Ce combat naval fut, par le nombre des bâtimens, le plus mémorable combat d’Hellènes contre des Hellènes. Après avoir poursuivi les Corcyréens jusqu’à terre, les Corinthiens se mirent à recueillir les débris des vaisseaux et les morts. Ils en recouvrèrent la plus grande partie, qu’ils transportèrent aux Sybotes, port désert de la Thesprotide, où une armée de Barbares venait de leur apporter du secours. Ils se rallièrent ensuite, et firent voile de nouveau contre les Corcyréens. Ceux-ci vinrent à leur rencontre avec ce qui leur restait de vaisseaux en état de tenir la mer, et les bâtimens Athéniens : ils craignaient qu’ils ne tentassent une descente dans leur île. Il était déjà tard, et l’on commençait à chanter le pæan pour se préparer à charger, quand les Corinthiens, ramant en sens contraire, firent partir la poupe la première. Ils voyaient s’avancer vingt navires d’Athènes qu’on avait expédiés après le départ des dix autres, dans la crainte, ce qui était arrivé, que les Corcyréens ne fussent vaincus, et que ce fût trop peu des premiers vaisseaux pour les défendre.

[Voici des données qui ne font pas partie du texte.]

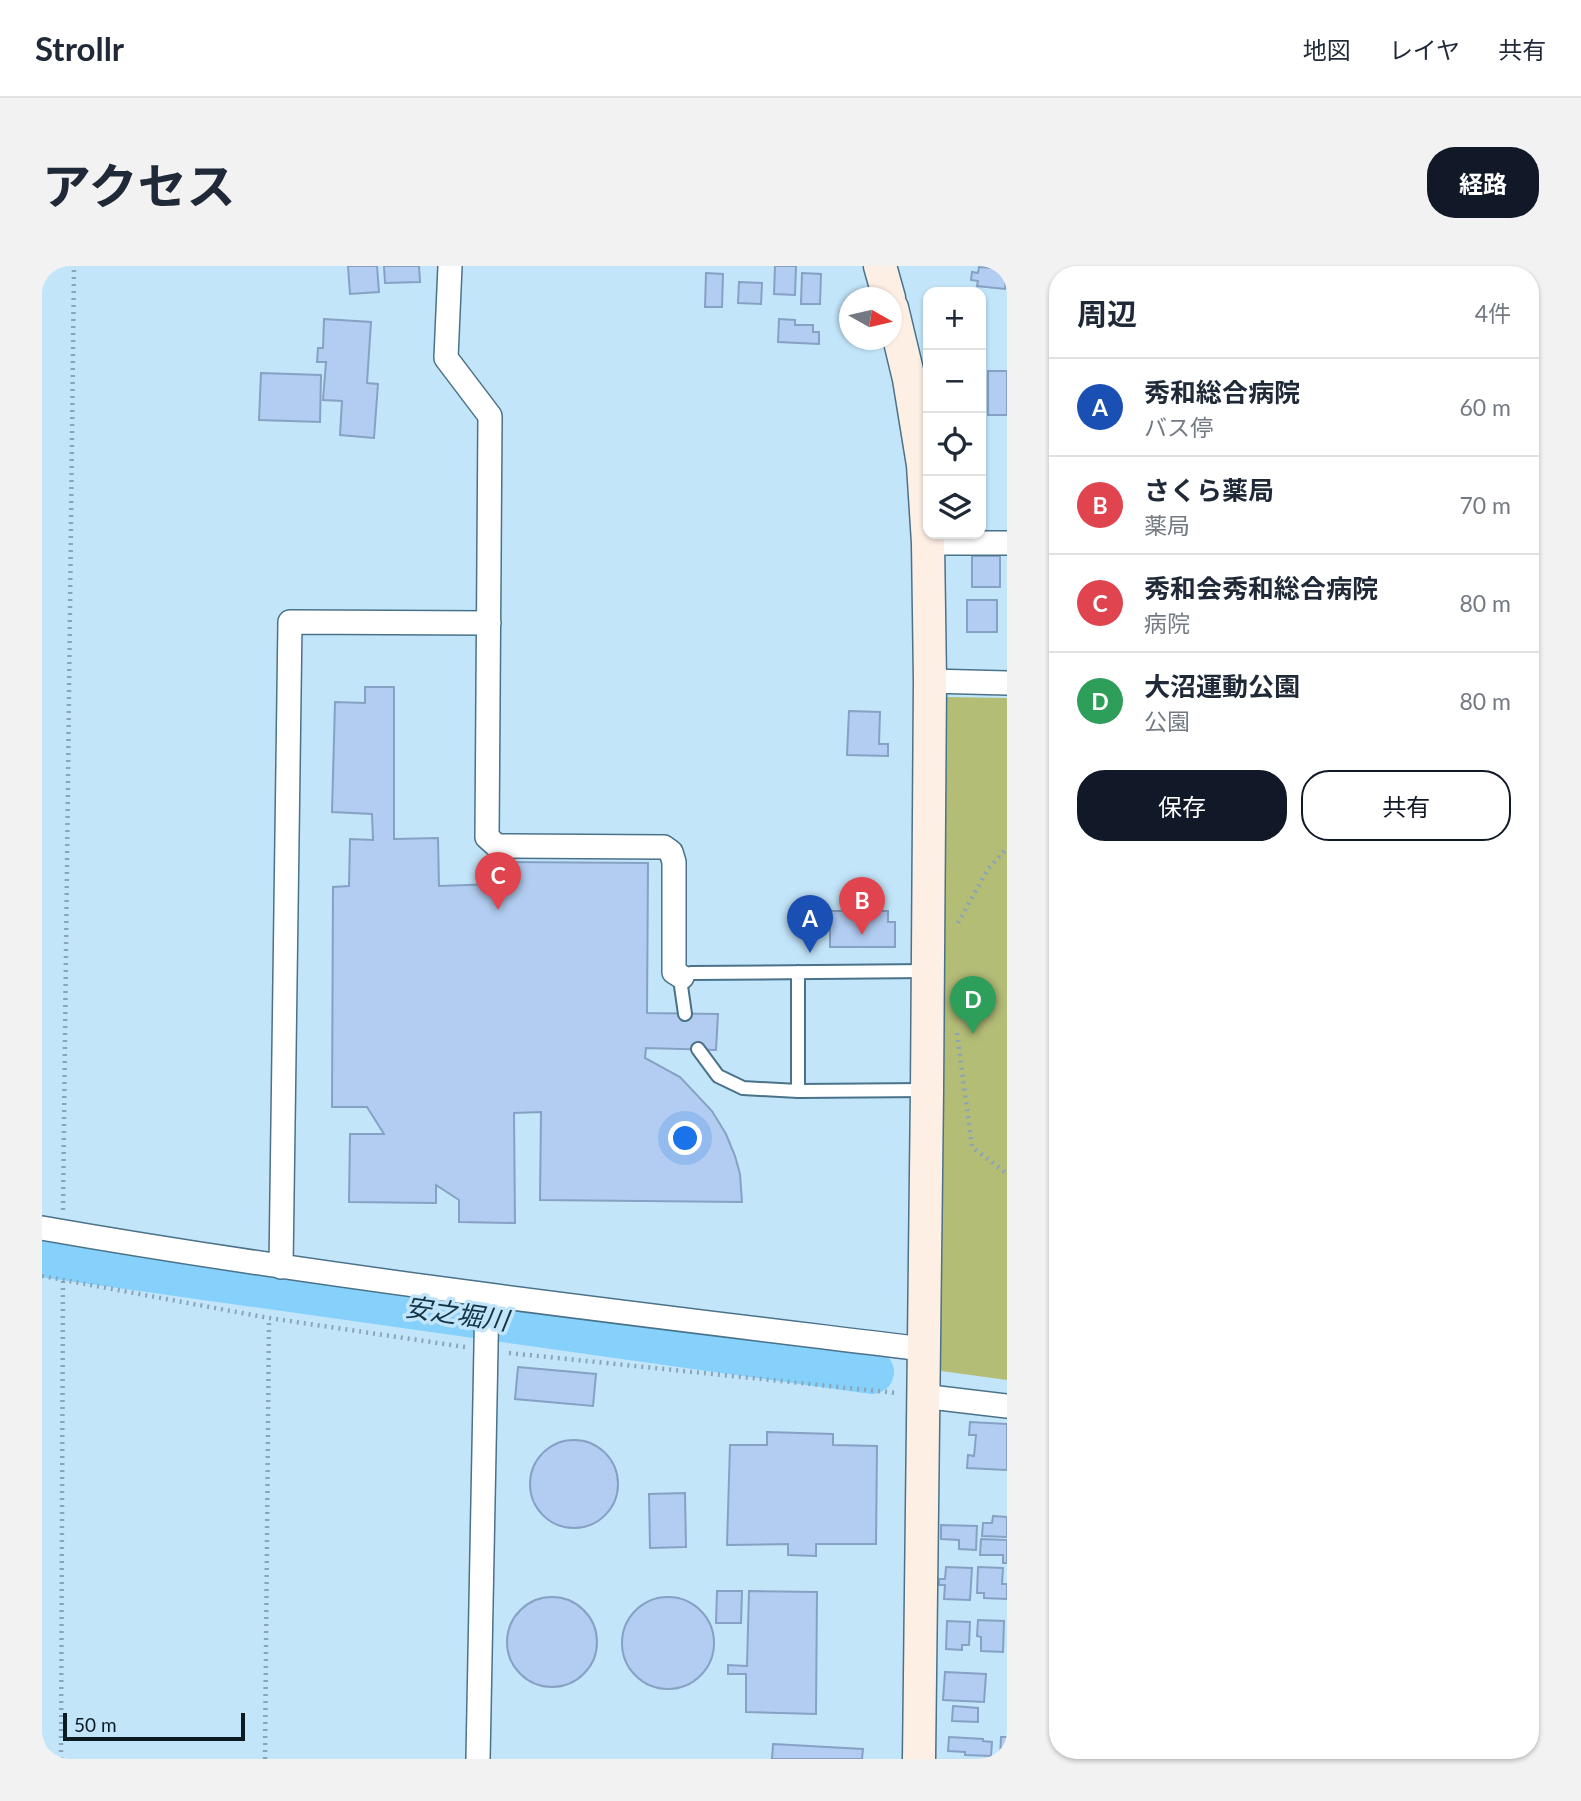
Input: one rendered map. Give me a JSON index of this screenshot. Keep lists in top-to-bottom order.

Chap. 51. Les Corinthiens furent les premiers à les apercevoir ; ils en soupçonnèrent plus qu’ils n’en voyaient, ce qui les faisait reculer. Comme ces bâtimens venaient d’un côté où ne pouvait porter la vue des Corcyréens, ils ne les découvrirent pas, et la manœuvre des Corinthiens les étonnait ; mais enfin ceux des leurs qui les aperçurent les premiers, s’écrièrent qu’une flotte venait les attaquer. Aussitôt les Corcyréens firent retraite ; car le jour tombait ; les Corinthiens virèrent de bord et se retirèrent en désordre. Ainsi les deux partis se séparèrent. Le combat ne finit qu’à la nuit.

Les Corcyréens avaient leur camp à Leucimne, et les vingt vaisseaux d’Athènes, flottant à travers les morts et les débris de navires, y abordèrent peu de temps après qu’on les eut aperçus. Ils avaient pour commandans Glaucon, fils de Léagre, et Andocide, fils de Léogoras. Les Corcyréens, dans l’obscurité, avaient d’abord craint que ce ne fussent des vaisseaux ennemis ; mais dès qu’ils les eurent reconnus, ils les aidèrent à entrer dans la rade.

Chap. 52. Le lendemain, les trente vaisseaux d’Athènes sortirent du port avec ceux des Corcyréens qui étaient en bon état. Ils cinglèrent vers les Sybotes, où mouillaient les Corinthiens ; peut-être livreraient-ils une nouvelle action. Ceux-ci mirent à la voile et s’avancèrent en ordre de bataille ; mais arrivés en haute mer, ils restèrent dans l’inaction. Ils n’avaient pas envie d’engager une affaire, à la vue du renfort que venaient de recevoir les Athéniens. D’autres difficultés les arrêtaient : la garde des prisonniers qu’ils avaient à bord, et l’absence de tout moyen pour radouber, dans une solitude, ceux de leurs bâtimens maltraités. D’ailleurs, quel moyen d’effectuer une retraite ? Les Athéniens, depuis qu’ils en étaient venus aux mains avec eux, ne regarderaient-ils pas la trève comme rompue, ne s’opposeraient-ils pas à leur retour !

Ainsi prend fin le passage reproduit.